▶ **ACTIVITY**
Set the data below down again, exactly, with every picture left out.

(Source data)
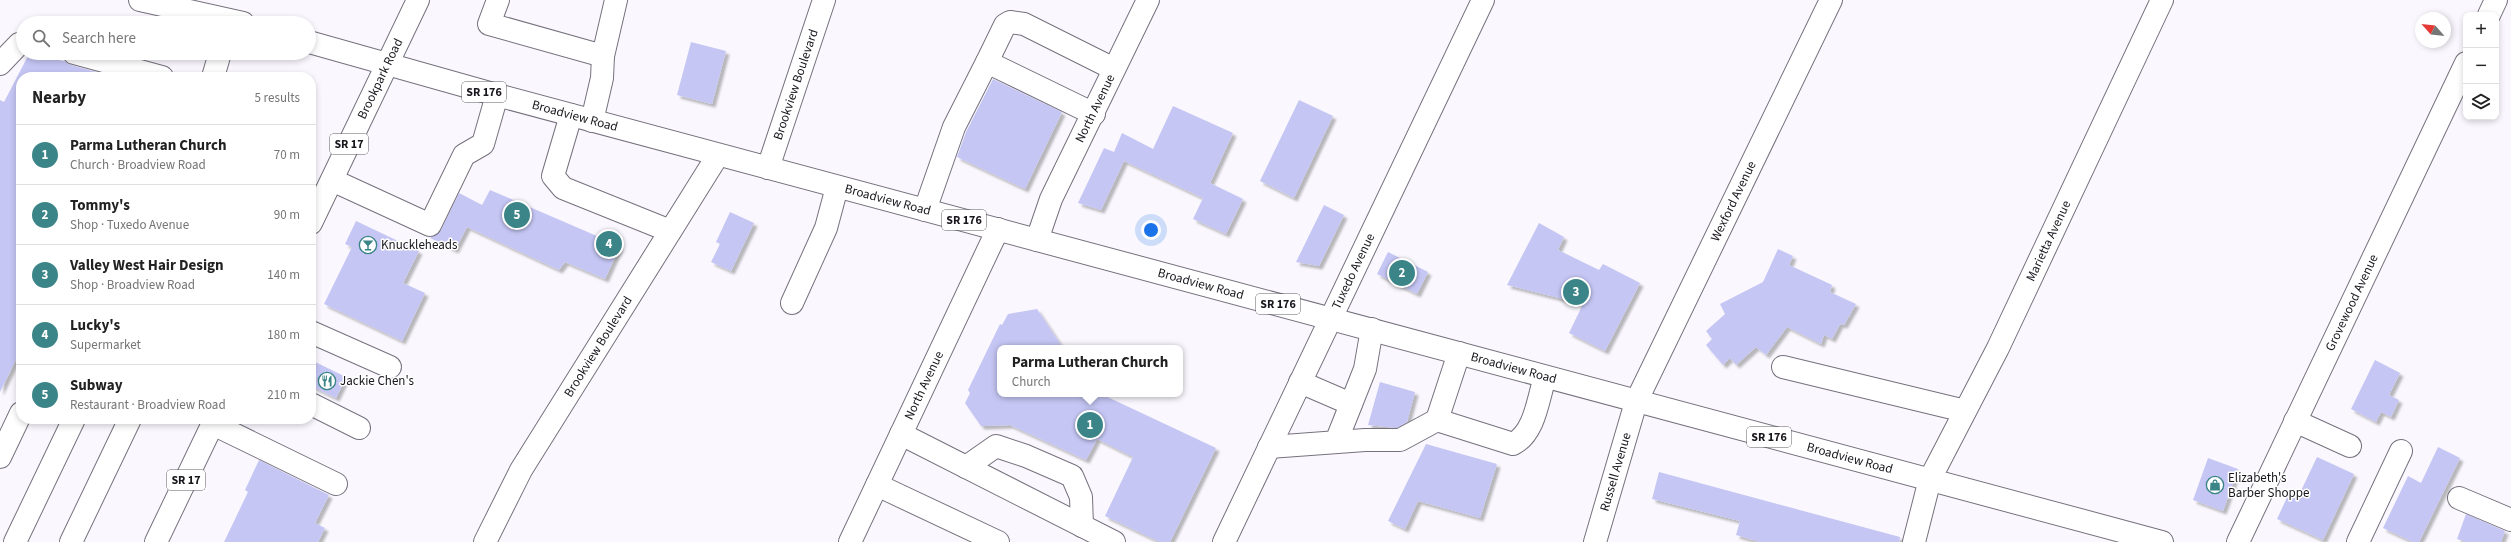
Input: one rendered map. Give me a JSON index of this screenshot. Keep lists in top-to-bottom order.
{
  "streets": {
    "street": [
      "Brookpark Road",
      "Brookview Boulevard",
      "SR 176",
      "North Avenue",
      "Broadview Road",
      "SR 17",
      "Wexford Avenue",
      "Marietta Avenue",
      "Tuxedo Avenue",
      "Grovewood Avenue",
      "Russell Avenue"
    ]
  },
  "crossings": [
    ["Brookpark Road", "Broadview Road"],
    ["Brookview Boulevard", "Broadview Road"],
    ["North Avenue", "Broadview Road"],
    ["Broadview Road", "Wexford Avenue"],
    ["Broadview Road", "Marietta Avenue"],
    ["Broadview Road", "Tuxedo Avenue"],
    ["Broadview Road", "Russell Avenue"],
    ["Wexford Avenue", "Russell Avenue"]
  ],
  "places": {
    "bar": ["Knuckleheads"],
    "restaurant": ["Jackie Chen's"],
    "shop": ["Elizabeth's Barber Shoppe"]
  },
  "north": "top left",
  "page": {
    "map_buttons": ["+", "−"],
    "search": "Search here",
    "heading": ["Nearby", "5 results"],
    "list": [
      {
        "mark": "1",
        "name": "Parma Lutheran Church",
        "note": "Church · Broadview Road",
        "value": "70 m"
      },
      {
        "mark": "2",
        "name": "Tommy's",
        "note": "Shop · Tuxedo Avenue",
        "value": "90 m"
      },
      {
        "mark": "3",
        "name": "Valley West Hair Design",
        "note": "Shop · Broadview Road",
        "value": "140 m"
      },
      {
        "mark": "4",
        "name": "Lucky's",
        "note": "Supermarket",
        "value": "180 m"
      },
      {
        "mark": "5",
        "name": "Subway",
        "note": "Restaurant · Broadview Road",
        "value": "210 m"
      }
    ],
    "pins": [
      "5",
      "4",
      "2",
      "3",
      "1"
    ],
    "popup": ["Parma Lutheran Church", "Church"]
  }
}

▶ **SOLUTION TO THE PROBLEM**
Input: one rendered map. Give me a JSON index of this screenshot. Keep lists in top-to-bottom order.
{
  "streets": {
    "street": [
      "Brookpark Road",
      "Brookview Boulevard",
      "SR 176",
      "North Avenue",
      "Broadview Road",
      "SR 17",
      "Wexford Avenue",
      "Marietta Avenue",
      "Tuxedo Avenue",
      "Grovewood Avenue",
      "Russell Avenue"
    ]
  },
  "crossings": [
    ["Brookpark Road", "Broadview Road"],
    ["Brookview Boulevard", "Broadview Road"],
    ["North Avenue", "Broadview Road"],
    ["Broadview Road", "Wexford Avenue"],
    ["Broadview Road", "Marietta Avenue"],
    ["Broadview Road", "Tuxedo Avenue"],
    ["Broadview Road", "Russell Avenue"],
    ["Wexford Avenue", "Russell Avenue"]
  ],
  "places": {
    "bar": ["Knuckleheads"],
    "restaurant": ["Jackie Chen's"],
    "shop": ["Elizabeth's Barber Shoppe"]
  },
  "north": "top left",
  "page": {
    "map_buttons": ["+", "−"],
    "search": "Search here",
    "heading": ["Nearby", "5 results"],
    "list": [
      {
        "mark": "1",
        "name": "Parma Lutheran Church",
        "note": "Church · Broadview Road",
        "value": "70 m"
      },
      {
        "mark": "2",
        "name": "Tommy's",
        "note": "Shop · Tuxedo Avenue",
        "value": "90 m"
      },
      {
        "mark": "3",
        "name": "Valley West Hair Design",
        "note": "Shop · Broadview Road",
        "value": "140 m"
      },
      {
        "mark": "4",
        "name": "Lucky's",
        "note": "Supermarket",
        "value": "180 m"
      },
      {
        "mark": "5",
        "name": "Subway",
        "note": "Restaurant · Broadview Road",
        "value": "210 m"
      }
    ],
    "pins": [
      "5",
      "4",
      "2",
      "3",
      "1"
    ],
    "popup": ["Parma Lutheran Church", "Church"]
  }
}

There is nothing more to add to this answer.